» DESCRIPTION OF THE TASK
Only lines with the word "Бижанова" are needed; collect each of them from the listing below.

------

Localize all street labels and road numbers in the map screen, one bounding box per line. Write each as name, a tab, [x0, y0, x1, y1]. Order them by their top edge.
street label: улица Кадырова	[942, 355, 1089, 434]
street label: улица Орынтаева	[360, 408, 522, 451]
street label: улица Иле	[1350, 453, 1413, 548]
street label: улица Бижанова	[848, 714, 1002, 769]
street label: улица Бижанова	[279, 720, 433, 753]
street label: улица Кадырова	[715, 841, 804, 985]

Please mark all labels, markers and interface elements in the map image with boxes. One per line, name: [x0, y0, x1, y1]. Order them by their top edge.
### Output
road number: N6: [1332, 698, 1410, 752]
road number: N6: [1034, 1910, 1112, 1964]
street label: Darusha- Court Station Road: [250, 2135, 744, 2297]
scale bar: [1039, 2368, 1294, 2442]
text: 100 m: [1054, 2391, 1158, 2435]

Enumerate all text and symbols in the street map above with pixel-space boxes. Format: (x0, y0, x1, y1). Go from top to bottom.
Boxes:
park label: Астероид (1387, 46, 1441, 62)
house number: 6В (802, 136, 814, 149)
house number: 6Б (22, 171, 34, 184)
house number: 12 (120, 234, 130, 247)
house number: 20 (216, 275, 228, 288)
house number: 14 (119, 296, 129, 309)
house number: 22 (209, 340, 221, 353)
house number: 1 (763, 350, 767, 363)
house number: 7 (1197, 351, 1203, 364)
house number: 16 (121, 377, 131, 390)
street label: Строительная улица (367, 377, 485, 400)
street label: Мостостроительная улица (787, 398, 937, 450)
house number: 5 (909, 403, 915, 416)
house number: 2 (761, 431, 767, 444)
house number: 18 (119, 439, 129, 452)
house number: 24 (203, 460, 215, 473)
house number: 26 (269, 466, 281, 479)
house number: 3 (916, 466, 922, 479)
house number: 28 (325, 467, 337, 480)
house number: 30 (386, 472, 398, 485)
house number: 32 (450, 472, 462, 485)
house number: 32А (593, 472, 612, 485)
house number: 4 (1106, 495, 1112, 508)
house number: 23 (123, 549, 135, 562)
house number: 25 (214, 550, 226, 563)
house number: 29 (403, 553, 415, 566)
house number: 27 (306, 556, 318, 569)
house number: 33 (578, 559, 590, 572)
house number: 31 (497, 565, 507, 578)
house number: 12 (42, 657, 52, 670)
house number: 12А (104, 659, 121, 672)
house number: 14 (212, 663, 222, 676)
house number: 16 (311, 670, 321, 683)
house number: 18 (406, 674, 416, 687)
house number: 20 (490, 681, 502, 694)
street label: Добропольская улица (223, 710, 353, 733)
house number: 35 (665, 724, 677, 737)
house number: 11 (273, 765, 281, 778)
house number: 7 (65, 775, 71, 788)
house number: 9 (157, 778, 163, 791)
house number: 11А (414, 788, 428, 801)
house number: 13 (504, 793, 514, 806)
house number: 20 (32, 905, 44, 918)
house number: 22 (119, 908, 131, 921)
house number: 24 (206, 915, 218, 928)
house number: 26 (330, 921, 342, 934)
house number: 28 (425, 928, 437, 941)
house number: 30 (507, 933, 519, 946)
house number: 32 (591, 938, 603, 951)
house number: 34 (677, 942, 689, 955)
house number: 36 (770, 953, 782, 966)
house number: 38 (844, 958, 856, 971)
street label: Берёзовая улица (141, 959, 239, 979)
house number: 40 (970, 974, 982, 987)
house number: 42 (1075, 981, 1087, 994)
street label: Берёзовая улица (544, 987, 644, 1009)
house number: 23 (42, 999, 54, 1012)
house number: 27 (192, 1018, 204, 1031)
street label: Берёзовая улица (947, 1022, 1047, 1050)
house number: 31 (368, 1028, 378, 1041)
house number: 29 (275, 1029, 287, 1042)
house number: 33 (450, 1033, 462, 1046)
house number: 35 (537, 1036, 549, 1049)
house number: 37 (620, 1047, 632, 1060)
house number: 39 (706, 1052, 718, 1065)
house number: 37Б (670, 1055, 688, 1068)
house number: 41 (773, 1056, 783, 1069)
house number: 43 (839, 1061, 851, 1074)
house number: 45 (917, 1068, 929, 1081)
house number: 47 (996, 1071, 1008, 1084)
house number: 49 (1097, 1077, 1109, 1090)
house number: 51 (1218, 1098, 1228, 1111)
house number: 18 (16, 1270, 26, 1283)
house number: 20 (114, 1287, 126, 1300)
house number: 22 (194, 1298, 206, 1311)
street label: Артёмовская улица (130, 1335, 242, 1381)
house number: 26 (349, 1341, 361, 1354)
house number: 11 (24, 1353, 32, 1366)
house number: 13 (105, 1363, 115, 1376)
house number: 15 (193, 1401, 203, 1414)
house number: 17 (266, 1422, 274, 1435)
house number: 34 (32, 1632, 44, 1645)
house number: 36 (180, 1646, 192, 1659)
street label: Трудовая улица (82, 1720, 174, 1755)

------

» ANSWER BELOW
street label: улица Бижанова	[848, 714, 1002, 769]
street label: улица Бижанова	[279, 720, 433, 753]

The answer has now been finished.